European stock markets closed 2%-2.5% lower, but off worst intraday levels following headlines that Russian President Putin gave his Foreign Minister Lavrov the go ahead to continue talks aiming to reach a ‘diplomatic solution’ in the Ukrainian conflict. US stock markets hesitated after Friday’s beating with main indices closing between flat (Nasdaq) and -0.5% (Dow). Technical pictures of key European and US equity gauges are still extremely fragile and at risk of deteriorating further.
US Treasuries fell prey to short covering ahead of the weekend, but that move didn’t persist yesterday. It is telling for the strength of the underlying bear flattening trend. US yield added 7.3 bps (2-yr) to 4.7 bps (30-yr). The US 7-yr yield even closed marginally above the US 10-yr yield.
The German yield curve bull steepened with daily yield changes falling up to 3.9 bps for the 5-yr. This is mainly a catch-up effect from Friday’s moves after European close. Intraday dynamics also showed that any rebound in German Bunds didn’t went that far, again telling something about the ongoing core bond sell-off as global central banks are behind the curve in tackling the inflation problem. 10-yr yield spread changes vs Germany widened by up to 3 bps.

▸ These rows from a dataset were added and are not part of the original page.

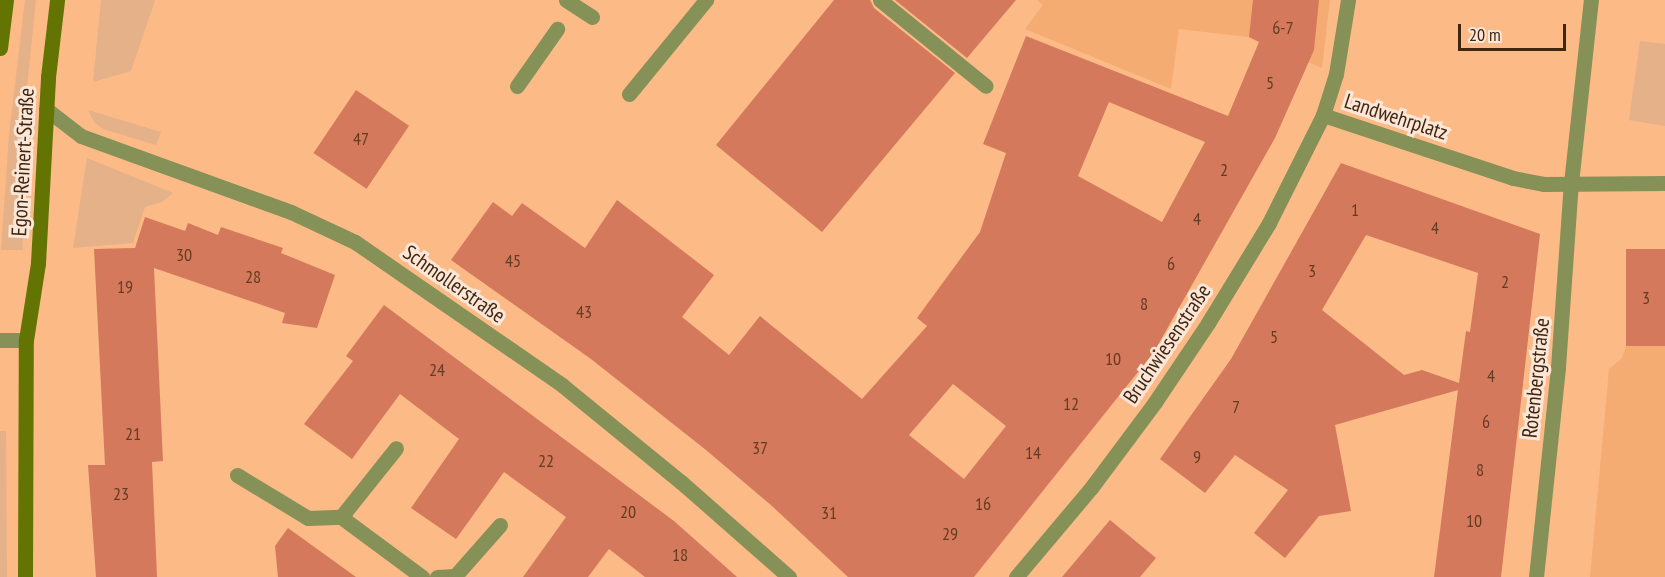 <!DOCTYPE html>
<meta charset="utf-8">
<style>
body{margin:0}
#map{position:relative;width:1665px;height:577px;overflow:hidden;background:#fcba86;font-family:"PT Sans Narrow",sans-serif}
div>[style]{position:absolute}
.built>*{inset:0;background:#f4ac73}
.green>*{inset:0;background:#e4b189}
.building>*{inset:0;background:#d4795c;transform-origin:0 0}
.service>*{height:15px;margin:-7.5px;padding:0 7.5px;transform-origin:7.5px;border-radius:7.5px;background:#859157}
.minor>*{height:15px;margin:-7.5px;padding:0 7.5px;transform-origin:7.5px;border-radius:7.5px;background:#859157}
.secondary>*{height:15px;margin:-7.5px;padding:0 7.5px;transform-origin:7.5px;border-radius:7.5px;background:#647402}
span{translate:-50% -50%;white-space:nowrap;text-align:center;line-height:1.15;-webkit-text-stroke:6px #fbe6d7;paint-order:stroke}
.number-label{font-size:18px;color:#643b23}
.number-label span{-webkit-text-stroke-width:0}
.street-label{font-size:21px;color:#3f2610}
.scale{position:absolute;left:1458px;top:24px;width:108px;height:27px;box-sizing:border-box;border:3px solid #3f2610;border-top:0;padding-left:8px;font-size:18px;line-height:21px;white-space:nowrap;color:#3f2610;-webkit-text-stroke:4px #fbe6d7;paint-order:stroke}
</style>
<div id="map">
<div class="built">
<i style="clip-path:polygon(1037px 0,1330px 0,1322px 68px,1248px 37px,1179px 29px,1171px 89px,1025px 29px,1043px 5px)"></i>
<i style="clip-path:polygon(1626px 249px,1665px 249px,1665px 577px,1590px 577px,1609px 369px,1622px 358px,1626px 346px)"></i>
</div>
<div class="green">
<i style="clip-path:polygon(25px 0,36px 0,22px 135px,21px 208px,23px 250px,1px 250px,9px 135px)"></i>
<i style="clip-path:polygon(101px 0,155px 0,131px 71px,93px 82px)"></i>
<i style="clip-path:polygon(1640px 41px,1665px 44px,1665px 126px,1629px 120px)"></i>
<i style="clip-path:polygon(88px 110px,161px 132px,156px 145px,103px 129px,94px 122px)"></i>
<i style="clip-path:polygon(87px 158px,173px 193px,162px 202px,145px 207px,133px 243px,73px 248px)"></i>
<i style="clip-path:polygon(0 431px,6px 431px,7px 577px,0 577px)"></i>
</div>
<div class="building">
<i style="clip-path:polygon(834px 0,870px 0,874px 8px,955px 73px,822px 232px,716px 145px)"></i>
<i style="clip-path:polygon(895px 0,1016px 0,967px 58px)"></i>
<i style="clip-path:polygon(evenodd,1253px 0,1319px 0,1314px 50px,1275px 138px,1154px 352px,974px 577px,848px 577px,772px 506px,706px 450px,591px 359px,451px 260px,493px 202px,512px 216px,522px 203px,585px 248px,617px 200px,714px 275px,682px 317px,729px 355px,760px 316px,862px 399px,927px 326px,917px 318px,980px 232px,1006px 153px,983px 144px,1026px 36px,1228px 116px,1259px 42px,1249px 37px,1253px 0,1109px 102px,1205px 142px,1162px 222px,1078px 176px,1109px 102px,1253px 0,953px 384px,1006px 426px,964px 479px,909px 435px,953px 384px)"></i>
<i style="left:356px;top:90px;width:64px;height:76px;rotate:34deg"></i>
<i style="clip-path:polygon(evenodd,1341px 163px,1540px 234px,1501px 577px,1434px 577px,1458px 390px,1335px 425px,1351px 511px,1319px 516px,1285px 558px,1254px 533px,1288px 490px,1235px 455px,1205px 493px,1160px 459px,1231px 359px,1341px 163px,1366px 235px,1478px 273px,1470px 332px,1466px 331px,1459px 383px,1422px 370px,1404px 375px,1322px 310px,1366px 235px)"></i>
<i style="clip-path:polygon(145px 217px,185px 231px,188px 223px,218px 235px,221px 227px,283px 248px,281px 253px,335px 275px,317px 328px,282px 323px,285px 313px,154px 268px,163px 461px,152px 462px,157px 577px,96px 577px,88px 465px,105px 465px,94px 249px,135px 248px)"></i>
<i style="left:1626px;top:249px;width:39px;height:97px"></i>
<i style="clip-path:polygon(384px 305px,674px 521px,737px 577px,645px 577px,609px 549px,588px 577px,523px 577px,566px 517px,504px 472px,456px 539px,411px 508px,459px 439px,400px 394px,352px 459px,304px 424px,353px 361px,346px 356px)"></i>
<i style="clip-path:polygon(1110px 520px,1156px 558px,1140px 577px,1062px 577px)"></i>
<i style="clip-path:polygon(288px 528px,356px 577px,278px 577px,275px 546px)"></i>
</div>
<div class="service">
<i style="left:566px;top:0;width:31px;rotate:33deg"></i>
<i style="left:880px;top:0;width:136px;rotate:39.1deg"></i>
<i style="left:517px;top:86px;width:70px;rotate:-54.9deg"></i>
<i style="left:237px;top:475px;width:83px;rotate:31.2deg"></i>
<i style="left:308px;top:518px;width:33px;rotate:-2deg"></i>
<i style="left:341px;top:517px;width:101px;rotate:36.5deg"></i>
<i style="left:341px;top:517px;width:88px;rotate:-51.4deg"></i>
<i style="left:437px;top:577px;width:18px;rotate:-3deg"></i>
<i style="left:455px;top:576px;width:68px;rotate:-48.6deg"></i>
</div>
<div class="minor">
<i style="left:629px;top:94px;width:122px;rotate:-50.7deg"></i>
<i style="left:46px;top:109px;width:44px;rotate:37.6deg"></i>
<i style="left:81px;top:136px;width:223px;rotate:19.9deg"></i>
<i style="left:291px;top:212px;width:71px;rotate:25.1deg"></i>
<i style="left:355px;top:242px;width:252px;rotate:34.6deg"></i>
<i style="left:562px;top:385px;width:154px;rotate:39.2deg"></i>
<i style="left:681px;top:482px;width:144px;rotate:41.3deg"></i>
<i style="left:1323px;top:115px;width:200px;rotate:18.3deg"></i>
<i style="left:1513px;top:178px;width:31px;rotate:11deg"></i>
<i style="left:1543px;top:184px;width:122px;rotate:-0.5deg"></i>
<i style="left:0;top:340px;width:26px"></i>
<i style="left:1016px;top:577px;width:116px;rotate:-49.9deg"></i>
<i style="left:1091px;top:488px;width:107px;rotate:-53.3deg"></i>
<i style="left:1155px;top:402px;width:95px;rotate:-56.1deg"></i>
<i style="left:1208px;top:323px;width:117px;rotate:-58.6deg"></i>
<i style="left:1269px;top:223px;width:121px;rotate:-63.4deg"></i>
<i style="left:1323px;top:115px;width:43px;rotate:-72.4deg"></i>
<i style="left:1336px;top:74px;width:75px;rotate:-80.8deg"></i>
<i style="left:1536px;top:577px;width:211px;rotate:-84deg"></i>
<i style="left:1558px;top:367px;width:184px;rotate:-86deg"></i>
<i style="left:1571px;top:183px;width:184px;rotate:-83.8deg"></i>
</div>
<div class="secondary">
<i style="left:0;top:48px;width:48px;rotate:-82.9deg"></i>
<i style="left:25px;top:577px;width:237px;rotate:-89.8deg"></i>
<i style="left:26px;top:340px;width:78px;rotate:-81.1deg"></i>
<i style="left:38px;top:263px;width:186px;rotate:-86.9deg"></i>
<i style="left:48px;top:77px;width:78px;rotate:-83.3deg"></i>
</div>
<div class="number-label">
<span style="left:1283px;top:28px">6-7</span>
<span style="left:1270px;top:83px">5</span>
<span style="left:361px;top:139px">47</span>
<span style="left:1224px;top:170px">2</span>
<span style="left:1355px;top:210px">1</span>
<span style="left:1197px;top:219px">4</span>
<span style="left:1435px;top:228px">4</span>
<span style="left:184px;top:255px">30</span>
<span style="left:513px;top:261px">45</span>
<span style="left:1171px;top:264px">6</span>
<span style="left:1312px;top:271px">3</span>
<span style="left:253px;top:277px">28</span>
<span style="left:1505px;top:282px">2</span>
<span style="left:125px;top:287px">19</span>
<span style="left:1646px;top:298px">3</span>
<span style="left:1144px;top:304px">8</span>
<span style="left:584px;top:312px">43</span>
<span style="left:1274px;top:337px">5</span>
<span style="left:1113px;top:359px">10</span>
<span style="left:437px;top:370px">24</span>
<span style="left:1491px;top:376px">4</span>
<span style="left:1071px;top:404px">12</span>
<span style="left:1236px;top:407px">7</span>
<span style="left:1486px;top:422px">6</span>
<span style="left:133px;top:434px">21</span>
<span style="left:760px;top:448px">37</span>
<span style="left:1033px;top:453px">14</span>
<span style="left:1197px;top:457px">9</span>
<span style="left:546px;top:461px">22</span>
<span style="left:1480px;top:470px">8</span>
<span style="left:121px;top:494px">23</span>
<span style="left:983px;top:504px">16</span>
<span style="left:628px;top:512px">20</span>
<span style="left:829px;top:513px">31</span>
<span style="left:1474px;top:521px">10</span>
<span style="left:950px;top:534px">29</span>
<span style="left:680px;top:555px">18</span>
</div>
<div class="street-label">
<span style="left:1396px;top:117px;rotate:18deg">Landwehrplatz</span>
<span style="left:23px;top:162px;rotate:-87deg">Egon-Reinert-Straße</span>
<span style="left:454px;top:284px;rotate:35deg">Schmollerstraße</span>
<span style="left:1167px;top:344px;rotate:-56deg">Bruchwiesenstraße</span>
<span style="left:1536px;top:378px;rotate:-84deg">Rotenbergstraße</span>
</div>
<div class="scale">20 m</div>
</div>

The Japanese yen and the US dollar kept each other in balance yesterday with a close around 115.50 though the balance is again tipping in favour of JPY this morning. EUR/USD closed at 1.1307 and sits perfectly in the middle of the broad 1.1121-1.1483 trading band. EUR/GBP followed the move south in EUR/USD to close at 0.8357.
UK labour market data this morning printed too close to consensus to influence trading. The unemployment rate stabilized at 4.1% in the Oct-Dec period compared to Sep-Nov. Employment over that period declined by 38k vs the consensus estimate of -58k. January data nevertheless indicated a 31.9k decline in jobless claims with payrolls rising by 108k. Labour market data don’t alter the BoE’s normalization plans.
Today’s eco calendar contains German ZEW investor sentiment and the US February Empire Manufacturing Survey. We think they’ll play second fiddle and keep our focus on general risk sentiment. The Kingdom of Belgium will issue a new long 30y benchmark via syndication (OLO 95 June2053). It’s the second syndicated deal following a €5bn 10-yr benchmark mid-January (OLO 94 0.35% June2032). This year’s funding plan consists of raising €41.2bn in OLO funding to cover the lion share of the €48.28bn gross borrowing requirement. A New Green OLO remains in the pipeline for later this year.
The Japanese economy rebounded in Q4 at an 5.4% Q/Q annualized pace (1.3.% Q/Q) from an upwardly revised 2.7% Q/Qa contraction in the previous quarter. The outcome was slightly below expectations but the details were fairly constructive. Private consumption (+2.7% Q/Q) was the main driver as spending rebounded. However, the Omicron variant is again negatively affecting activity in the current quarter. Capital spending rose 0.4% Q/Q. Net exports made a positive contribution to growth of 0.2 ppt indicating a solid export performance. Inventory adjustment subtracted 0.1 ppt. Even after the Q4 rebound, Japanese activity is still slightly below its pre-pandemic level. The resurgence of the Omicron, higher prices and uncertainty on the impact of the Ukraine crisis might slow activity this quarter even as public spending will be a supportive. The 10-yr government bond yield (0.215%) remains well below the 0.25% level that the BoJ indicated it wants to defend last week. The yen strengthens slightly this morning with USD/JPY trading at 115.35.
Iron future contracts in Asia declined about 10% this morning, the second consecutive day of substantial losses. The decline comes as Chinese authorities indicated that they want to take action to address a spread of misinformation on prices. They warn iron are trading companies not to speculate, hoard or hike prices. Chinese authorities (state planner) are also reported to plan meetings with trading companies to ensure a smooth operation of trading in the commodity. The reference contract end last week touched the highest level since early August last year.